脑子一热,也顾不上那么多了,直接向那口棺材走去,是死是活,就这么来一下子。
双手抠在棺材板上,狠狠的用力把棺材盖推到地上,墓室并不是太大,发出“咚”的一声巨响,溅起满地灰尘。
我并不害怕,甚至谈不上恐慌,棺材里黑漆漆的,油灯的光亮无法照射到棺材的底部,看不清楚里面有什么,但是可以肯定一点,这口棺材里绝对没有人。

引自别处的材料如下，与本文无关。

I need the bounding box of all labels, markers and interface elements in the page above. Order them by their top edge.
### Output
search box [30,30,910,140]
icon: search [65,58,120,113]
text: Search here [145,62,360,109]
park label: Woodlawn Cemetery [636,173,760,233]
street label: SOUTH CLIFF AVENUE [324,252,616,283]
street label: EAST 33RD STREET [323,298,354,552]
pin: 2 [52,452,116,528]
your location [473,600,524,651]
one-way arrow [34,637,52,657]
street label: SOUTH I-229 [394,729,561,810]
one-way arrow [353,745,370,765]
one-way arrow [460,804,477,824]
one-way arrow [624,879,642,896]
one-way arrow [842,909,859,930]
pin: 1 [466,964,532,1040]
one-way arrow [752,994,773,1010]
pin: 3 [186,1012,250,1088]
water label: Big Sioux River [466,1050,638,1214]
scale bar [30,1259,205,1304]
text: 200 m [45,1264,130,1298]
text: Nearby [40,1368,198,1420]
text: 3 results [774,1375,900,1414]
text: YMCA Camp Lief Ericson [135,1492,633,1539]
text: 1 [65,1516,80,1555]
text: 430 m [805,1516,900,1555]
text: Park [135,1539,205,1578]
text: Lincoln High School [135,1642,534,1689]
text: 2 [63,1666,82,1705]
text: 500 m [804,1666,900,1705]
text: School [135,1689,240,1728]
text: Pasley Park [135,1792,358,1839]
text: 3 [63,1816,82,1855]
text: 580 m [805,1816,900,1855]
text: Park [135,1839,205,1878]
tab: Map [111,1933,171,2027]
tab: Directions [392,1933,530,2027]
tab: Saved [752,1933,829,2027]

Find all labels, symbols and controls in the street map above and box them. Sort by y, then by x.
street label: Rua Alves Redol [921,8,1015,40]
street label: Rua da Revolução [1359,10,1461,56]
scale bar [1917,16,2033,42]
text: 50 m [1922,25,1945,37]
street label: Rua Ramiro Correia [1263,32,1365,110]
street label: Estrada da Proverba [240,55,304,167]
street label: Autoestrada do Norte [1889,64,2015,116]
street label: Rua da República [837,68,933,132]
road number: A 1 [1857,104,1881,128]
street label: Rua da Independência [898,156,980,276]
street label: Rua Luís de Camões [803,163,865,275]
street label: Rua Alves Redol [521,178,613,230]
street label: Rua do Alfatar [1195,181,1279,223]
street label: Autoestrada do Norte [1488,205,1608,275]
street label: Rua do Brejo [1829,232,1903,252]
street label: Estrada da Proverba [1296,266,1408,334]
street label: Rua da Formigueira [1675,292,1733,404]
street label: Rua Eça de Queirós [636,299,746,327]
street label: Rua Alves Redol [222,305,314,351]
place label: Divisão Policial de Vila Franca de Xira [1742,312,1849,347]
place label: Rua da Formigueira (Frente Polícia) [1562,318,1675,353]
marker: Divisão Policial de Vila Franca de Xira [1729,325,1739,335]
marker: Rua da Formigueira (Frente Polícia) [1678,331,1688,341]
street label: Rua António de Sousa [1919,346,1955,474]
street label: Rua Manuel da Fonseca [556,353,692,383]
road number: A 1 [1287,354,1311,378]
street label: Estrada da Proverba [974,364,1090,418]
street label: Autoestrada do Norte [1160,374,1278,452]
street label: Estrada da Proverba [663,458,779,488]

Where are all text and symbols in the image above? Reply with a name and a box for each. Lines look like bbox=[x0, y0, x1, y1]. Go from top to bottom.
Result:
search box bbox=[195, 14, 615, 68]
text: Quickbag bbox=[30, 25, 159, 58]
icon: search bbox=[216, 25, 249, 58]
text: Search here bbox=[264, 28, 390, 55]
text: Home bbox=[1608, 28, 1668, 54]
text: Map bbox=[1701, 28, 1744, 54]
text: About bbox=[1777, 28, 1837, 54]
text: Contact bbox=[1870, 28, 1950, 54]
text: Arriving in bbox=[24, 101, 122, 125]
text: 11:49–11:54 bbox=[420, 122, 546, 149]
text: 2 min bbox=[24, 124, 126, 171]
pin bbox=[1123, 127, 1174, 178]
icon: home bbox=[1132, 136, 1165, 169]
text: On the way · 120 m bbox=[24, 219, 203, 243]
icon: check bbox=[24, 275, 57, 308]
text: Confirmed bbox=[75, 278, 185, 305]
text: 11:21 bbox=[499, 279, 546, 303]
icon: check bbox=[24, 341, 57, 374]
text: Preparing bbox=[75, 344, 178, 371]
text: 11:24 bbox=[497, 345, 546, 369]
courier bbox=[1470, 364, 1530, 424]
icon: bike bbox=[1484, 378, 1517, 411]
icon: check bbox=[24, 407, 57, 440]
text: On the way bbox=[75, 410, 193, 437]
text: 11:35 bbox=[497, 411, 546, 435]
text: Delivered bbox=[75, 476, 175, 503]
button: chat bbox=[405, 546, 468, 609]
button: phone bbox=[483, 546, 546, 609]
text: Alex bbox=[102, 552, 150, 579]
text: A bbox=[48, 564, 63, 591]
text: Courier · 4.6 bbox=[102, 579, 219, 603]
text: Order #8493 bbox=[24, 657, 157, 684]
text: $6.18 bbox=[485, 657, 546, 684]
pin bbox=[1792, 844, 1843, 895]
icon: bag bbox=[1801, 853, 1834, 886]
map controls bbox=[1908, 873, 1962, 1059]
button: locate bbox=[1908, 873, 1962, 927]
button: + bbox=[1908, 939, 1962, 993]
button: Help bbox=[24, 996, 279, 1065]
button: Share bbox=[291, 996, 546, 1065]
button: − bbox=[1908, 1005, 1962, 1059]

长喘了两口气,我向棺材中摸去,我自己都不明白为什么要这么做,双手触及粗糙的棺材底,没有我想象中的尸水,连白骨都没有,棺材的底部就是一张割手的木板,上面全是毛刺,这个棺材做的实在是太粗糙了。
抬起头,看了看四周的油灯,我的左右方位还有六盏,右手方位有七盏,对面只有三盏,而我的背后,一盏都没有。
我用手攀着棺材沿,用力的把棺材向左方倾斜,试图用油灯照亮棺材的底部。
这口棺材很轻,就是用几个烂板子做成的,只是不知道为什么这么久的年月,竟然没有腐朽,棺材的底部还泛着木材独有的黄色。
在棺木的底部,有一套金色的盔甲,和一柄怪异的钩子。
我把棺木放下,从棺材中取出盔甲和钩子。
盔甲在油灯的光中金光闪闪,没有一丝的灰尘,而那柄奇异的钩子,通体苍白,不像是铁,也不像是钢,而是像白釉瓷的,我用力的在棺材上劈了一钩子,竟然很轻松的就劈开了棺材的侧板,好锋利的武器!
难道这里埋葬的是我幻觉里面出现的那些将军吗?八口棺材代表着八个将军?
我扔下盔甲和弯钩,转向另外一口棺材,用力推开棺材盖。
同样的,里面有一套金色盔甲,旁边放着一把武器,是一根血红色的棍子,棍子上还莹莹冒着寒光,看的我冷汗都流了出来,这刀太吓人了。
我扔下棺材盖,再次走向另外一口棺材,再一次的推开棺材盖,里面还是一副金色盔甲,武器又变了,变成了一把长弓和一根银色的弓箭。
这三口棺材里,竟然都没有尸体,连白骨都没有,这到底是怎么回事。
心中有些不甘,一口气推开所有的棺材,把棺材中的东西全都拿了出来摆在地上。
我站在这堆东西之前,八副纯金打造的盔甲和七件不同的武器。
一根血红色的棍子;
一柄白色的配着红色剑坠的宝剑;
一杆银晃晃的长枪;
一杆纯黑色的长戟;
一张乌黑的弓;
一双银色泛蓝的铁环;
一柄如同瓷器的钩子;
可是,为什么八口棺材只有七把武器,难道,有一个人的武器,就是他自己吗?
我有点郁闷,看着这些东西不知道该怎么办了,我甚至不明白我到底为什么要到这座墓里来,进来的入口已经被断龙闸阻断的,这里只不过是个墓室而已,我为什么就要进来呢!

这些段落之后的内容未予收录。